Overview
This article demonstrates a protocol for infecting cultured human fetal brain neural stem cells with Zika virus. The method enables researchers to prepare infected cell cultures suitable for downstream immunocytochemical and virological analyses.
Key Study Components
Area of Science
- Virology
- Cell Biology
- Neuroscience
Background
- Zika virus is a pathogenic flavivirus associated with neurological complications, particularly in fetal development.
- Human fetal neural stem cells serve as a relevant in vitro model to study Zika virus infection mechanisms.
- Understanding viral infection in neural stem cells can provide insights into virus-induced neurodevelopmental disorders.
- Immunocytochemical analysis of infected cells helps characterize viral effects on cell morphology and viability.
Purpose of Study
- To establish a reproducible method for infecting human fetal brain neural stem cells with Zika virus.
- To generate infected cell cultures for subsequent immunocytochemical and virological studies.

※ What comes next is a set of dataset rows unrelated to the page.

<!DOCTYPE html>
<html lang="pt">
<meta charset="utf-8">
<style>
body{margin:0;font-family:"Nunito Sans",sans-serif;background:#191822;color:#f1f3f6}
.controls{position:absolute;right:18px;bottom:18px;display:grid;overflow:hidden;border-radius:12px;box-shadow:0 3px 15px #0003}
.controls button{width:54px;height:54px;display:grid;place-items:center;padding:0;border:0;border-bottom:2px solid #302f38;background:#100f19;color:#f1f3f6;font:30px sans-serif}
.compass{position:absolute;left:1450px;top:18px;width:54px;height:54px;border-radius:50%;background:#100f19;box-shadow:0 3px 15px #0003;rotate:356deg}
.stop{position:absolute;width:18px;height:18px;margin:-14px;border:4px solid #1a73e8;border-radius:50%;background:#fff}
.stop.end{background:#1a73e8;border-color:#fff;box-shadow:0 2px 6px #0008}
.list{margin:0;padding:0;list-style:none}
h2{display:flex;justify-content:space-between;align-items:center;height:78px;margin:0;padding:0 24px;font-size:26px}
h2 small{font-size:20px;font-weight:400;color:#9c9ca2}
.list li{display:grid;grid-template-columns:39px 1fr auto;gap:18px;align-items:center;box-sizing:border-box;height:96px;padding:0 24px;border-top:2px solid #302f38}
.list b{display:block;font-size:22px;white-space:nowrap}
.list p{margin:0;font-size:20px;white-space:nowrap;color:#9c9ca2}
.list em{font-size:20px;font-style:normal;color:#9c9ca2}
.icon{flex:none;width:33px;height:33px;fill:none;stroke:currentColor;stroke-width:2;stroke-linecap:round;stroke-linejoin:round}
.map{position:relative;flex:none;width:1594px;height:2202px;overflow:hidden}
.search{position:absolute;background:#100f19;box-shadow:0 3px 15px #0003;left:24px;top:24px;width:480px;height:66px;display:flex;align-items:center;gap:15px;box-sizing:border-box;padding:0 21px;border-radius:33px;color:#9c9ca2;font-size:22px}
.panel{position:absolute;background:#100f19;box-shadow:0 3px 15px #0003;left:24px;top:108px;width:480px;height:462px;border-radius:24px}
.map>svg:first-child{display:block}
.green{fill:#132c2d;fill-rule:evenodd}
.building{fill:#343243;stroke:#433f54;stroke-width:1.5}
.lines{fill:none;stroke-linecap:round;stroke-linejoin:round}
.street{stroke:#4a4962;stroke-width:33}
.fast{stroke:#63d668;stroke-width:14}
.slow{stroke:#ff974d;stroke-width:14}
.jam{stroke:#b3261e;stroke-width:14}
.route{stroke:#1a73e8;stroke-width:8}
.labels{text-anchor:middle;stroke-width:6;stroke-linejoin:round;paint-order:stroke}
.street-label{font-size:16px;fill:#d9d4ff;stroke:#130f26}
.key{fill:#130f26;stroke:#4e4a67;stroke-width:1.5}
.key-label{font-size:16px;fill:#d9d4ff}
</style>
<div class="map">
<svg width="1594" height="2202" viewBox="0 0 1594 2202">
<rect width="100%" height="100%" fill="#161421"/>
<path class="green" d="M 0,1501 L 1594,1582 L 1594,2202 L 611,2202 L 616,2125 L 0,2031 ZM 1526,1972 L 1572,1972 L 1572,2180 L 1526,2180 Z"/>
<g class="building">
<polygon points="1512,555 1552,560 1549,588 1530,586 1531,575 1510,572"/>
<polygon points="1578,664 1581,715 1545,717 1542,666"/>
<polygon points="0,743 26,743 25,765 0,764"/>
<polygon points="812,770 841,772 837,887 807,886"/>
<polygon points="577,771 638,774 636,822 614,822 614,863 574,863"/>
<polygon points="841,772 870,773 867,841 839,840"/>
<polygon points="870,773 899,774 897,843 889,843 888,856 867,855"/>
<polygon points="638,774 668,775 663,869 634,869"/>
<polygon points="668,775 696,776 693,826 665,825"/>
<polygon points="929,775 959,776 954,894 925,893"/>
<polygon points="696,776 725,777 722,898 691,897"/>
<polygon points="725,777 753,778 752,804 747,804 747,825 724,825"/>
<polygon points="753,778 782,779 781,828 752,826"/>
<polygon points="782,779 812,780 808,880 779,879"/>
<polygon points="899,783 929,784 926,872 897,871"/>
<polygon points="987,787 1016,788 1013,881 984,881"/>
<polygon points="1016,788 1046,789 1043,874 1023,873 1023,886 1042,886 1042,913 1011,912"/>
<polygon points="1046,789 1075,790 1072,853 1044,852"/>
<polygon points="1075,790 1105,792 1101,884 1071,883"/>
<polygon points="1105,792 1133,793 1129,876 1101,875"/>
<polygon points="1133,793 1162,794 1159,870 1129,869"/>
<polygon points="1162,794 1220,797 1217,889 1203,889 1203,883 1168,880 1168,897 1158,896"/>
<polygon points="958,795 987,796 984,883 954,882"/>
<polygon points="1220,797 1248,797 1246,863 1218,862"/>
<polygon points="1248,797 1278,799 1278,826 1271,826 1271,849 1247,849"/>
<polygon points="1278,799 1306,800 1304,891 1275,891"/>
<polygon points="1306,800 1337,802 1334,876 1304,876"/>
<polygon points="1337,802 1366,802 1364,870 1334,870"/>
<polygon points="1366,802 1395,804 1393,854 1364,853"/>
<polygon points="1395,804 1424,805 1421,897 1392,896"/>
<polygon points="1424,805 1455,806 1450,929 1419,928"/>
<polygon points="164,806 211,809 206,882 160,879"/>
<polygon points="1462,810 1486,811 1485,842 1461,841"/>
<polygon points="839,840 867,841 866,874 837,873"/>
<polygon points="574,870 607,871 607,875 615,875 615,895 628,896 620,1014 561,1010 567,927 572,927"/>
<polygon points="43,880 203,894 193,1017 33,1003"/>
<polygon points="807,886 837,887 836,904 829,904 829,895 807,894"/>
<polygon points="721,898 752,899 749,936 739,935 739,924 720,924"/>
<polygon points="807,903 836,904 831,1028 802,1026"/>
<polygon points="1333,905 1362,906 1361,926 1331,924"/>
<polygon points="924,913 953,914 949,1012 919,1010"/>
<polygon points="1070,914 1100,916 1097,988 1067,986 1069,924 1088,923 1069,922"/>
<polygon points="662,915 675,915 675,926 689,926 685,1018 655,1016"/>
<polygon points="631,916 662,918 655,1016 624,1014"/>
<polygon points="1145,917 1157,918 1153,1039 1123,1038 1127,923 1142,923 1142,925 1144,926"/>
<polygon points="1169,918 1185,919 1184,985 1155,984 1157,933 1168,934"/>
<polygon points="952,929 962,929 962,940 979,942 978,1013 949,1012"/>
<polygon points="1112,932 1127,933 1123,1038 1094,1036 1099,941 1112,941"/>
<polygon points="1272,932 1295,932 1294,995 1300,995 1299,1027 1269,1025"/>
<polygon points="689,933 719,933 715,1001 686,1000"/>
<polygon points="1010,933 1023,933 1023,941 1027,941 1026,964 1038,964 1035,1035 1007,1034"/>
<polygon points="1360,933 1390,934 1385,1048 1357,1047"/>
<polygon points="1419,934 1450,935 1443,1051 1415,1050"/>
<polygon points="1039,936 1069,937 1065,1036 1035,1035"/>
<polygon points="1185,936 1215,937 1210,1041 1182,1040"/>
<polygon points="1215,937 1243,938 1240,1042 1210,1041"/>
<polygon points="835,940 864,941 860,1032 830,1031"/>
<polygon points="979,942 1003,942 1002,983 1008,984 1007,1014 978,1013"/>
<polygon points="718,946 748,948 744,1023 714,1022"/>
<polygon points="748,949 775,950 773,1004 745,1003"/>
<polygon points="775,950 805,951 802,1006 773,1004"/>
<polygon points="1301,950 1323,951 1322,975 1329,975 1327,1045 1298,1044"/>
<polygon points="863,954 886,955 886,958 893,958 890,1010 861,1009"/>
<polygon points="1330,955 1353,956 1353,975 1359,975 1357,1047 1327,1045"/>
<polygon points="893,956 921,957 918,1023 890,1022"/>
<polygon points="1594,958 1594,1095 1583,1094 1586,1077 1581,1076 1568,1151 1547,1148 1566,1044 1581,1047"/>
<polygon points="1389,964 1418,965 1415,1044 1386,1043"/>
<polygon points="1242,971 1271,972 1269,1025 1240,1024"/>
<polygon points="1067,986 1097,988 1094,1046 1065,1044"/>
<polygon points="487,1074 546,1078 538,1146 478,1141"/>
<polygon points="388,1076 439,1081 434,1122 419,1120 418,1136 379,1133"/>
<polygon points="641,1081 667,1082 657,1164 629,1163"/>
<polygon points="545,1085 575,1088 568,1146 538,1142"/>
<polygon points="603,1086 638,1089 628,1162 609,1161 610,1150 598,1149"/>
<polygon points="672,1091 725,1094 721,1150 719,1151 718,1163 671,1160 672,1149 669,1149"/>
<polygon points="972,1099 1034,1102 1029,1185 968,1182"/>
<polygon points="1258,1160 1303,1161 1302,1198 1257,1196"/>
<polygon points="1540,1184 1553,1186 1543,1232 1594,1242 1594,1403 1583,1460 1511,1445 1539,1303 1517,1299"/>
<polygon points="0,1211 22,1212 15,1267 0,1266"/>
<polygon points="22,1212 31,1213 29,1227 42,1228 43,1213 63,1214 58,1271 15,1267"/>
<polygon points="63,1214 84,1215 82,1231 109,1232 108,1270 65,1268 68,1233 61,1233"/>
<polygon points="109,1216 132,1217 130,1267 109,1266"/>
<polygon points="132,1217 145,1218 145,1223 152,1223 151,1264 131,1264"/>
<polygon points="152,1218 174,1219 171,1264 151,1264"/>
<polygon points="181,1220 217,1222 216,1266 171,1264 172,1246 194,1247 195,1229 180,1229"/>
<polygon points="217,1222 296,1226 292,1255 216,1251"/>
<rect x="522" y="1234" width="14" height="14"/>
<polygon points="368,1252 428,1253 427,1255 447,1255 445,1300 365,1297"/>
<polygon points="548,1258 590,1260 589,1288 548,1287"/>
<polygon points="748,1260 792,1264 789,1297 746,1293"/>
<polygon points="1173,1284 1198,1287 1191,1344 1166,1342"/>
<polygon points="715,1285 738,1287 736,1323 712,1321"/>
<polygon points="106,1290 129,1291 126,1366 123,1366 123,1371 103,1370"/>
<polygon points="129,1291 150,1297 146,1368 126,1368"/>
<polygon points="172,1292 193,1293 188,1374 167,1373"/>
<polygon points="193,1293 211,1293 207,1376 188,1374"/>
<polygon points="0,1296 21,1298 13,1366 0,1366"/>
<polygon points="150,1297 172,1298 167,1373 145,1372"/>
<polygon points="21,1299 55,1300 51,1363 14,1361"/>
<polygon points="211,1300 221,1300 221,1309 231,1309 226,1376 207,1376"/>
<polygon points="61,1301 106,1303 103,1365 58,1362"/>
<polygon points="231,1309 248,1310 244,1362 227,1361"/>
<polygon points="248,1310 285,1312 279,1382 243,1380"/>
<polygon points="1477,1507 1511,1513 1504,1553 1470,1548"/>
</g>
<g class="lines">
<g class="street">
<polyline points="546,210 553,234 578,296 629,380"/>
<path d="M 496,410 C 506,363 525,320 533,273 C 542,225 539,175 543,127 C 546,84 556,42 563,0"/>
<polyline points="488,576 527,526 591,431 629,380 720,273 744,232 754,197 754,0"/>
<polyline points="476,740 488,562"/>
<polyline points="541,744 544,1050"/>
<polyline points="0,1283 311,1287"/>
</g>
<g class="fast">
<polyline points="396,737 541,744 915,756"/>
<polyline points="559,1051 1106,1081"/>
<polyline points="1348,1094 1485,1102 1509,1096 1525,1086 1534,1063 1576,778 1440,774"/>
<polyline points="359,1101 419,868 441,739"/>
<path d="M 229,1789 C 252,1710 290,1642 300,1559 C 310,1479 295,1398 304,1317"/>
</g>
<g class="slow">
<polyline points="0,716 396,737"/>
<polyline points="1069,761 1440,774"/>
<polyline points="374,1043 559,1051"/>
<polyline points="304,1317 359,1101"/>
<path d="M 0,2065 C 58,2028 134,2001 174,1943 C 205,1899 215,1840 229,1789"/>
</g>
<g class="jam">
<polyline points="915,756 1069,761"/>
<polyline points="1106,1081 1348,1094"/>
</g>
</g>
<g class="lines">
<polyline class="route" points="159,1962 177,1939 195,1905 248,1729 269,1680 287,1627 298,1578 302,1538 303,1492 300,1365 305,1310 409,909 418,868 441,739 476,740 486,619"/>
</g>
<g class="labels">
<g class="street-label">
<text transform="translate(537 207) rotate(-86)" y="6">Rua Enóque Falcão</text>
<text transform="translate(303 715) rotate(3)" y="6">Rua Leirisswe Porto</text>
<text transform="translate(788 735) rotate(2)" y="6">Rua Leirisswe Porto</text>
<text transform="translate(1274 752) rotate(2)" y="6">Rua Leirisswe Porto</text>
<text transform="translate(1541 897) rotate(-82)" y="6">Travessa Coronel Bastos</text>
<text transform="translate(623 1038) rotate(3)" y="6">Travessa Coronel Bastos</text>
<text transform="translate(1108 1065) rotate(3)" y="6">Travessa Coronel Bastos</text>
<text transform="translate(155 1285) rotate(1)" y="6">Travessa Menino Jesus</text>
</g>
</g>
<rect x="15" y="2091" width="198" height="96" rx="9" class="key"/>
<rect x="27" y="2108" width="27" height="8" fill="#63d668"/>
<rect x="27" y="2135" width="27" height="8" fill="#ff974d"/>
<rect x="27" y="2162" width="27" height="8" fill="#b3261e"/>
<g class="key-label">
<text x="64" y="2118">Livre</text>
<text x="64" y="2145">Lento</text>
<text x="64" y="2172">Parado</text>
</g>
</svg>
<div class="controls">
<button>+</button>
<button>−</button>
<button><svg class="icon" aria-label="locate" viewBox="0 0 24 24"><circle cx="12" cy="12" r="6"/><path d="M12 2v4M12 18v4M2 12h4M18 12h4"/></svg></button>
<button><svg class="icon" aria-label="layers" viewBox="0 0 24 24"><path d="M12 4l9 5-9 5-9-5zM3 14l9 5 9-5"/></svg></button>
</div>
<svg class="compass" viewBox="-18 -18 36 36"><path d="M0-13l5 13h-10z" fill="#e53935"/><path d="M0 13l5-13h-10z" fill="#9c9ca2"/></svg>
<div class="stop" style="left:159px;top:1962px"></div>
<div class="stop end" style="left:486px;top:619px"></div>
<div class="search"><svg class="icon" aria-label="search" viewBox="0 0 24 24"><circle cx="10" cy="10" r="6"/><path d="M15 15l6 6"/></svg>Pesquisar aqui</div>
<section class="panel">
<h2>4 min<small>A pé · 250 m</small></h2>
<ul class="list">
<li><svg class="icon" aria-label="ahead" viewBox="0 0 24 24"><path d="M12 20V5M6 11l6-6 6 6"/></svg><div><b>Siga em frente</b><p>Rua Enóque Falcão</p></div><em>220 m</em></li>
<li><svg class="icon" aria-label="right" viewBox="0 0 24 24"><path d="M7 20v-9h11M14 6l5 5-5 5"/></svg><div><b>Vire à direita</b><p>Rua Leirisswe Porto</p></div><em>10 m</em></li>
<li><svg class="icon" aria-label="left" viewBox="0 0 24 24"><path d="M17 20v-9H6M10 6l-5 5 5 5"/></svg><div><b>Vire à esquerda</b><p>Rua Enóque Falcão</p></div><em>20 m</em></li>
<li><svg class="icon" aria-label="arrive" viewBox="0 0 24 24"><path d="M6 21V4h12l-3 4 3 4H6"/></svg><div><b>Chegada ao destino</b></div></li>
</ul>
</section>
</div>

- To observe morphological changes and cellular damage resulting from Zika virus infection.
Methods Used
- Preparation of Zika virus suspension at a defined multiplicity of infection (MOI 1–10).
- Incubation of virus with neural stem cells to facilitate viral entry.
- Centrifugation and washing steps to remove non-internalized virus particles.
- Seeding of infected cells onto extracellular matrix protein-coated multi-well plates for cell adhesion and further incubation.
Main Results
- Efficient infection of human fetal neural stem cells by Zika virus was achieved.
- Viral replication within host cells led to significant morphological alterations and cellular damage.
- Infected cells were suitable for downstream analyses, including immunocytochemistry.
- The protocol allows for controlled infection conditions by adjusting MOI and incubation parameters.
Conclusions
- This protocol provides a reliable approach for infecting human fetal neural stem cells with Zika virus in vitro.
- The method facilitates studies on Zika virus pathogenesis and its effects on neural development.
- Prepared infected cultures can be used for a variety of analytical techniques to further investigate virus-host interactions.
What cell type is used in this Zika virus infection protocol?
Human fetal brain neural stem cells are used as the target for Zika virus infection in this protocol.
How is the multiplicity of infection (MOI) determined and applied?
The MOI, representing the ratio of virus particles to cells, is set between 1 and 10 to control infection levels. The appropriate volume of Zika virus stock is mixed with the cell suspension accordingly.
What are the key steps to ensure only internalized virus remains with the cells?
After incubation, the mixture is centrifuged and the supernatant containing non-internalized virus is discarded. Cells are washed with DPBS and centrifuged again to further remove unbound virus.
How are the infected cells prepared for downstream analysis?
After infection and washing, cells are resuspended in culture medium and seeded onto extracellular matrix protein-coated multi-well plates for adhesion and further incubation.
What morphological changes are observed in infected neural stem cells?
Zika virus infection leads to significant alterations in cell morphology, cellular damage, and facilitates the spread of infection to neighboring cells.
Can this protocol be adapted for other types of analyses?
Yes, the infected cells prepared using this protocol can be used for immunocytochemical analysis and other virological or cellular assays.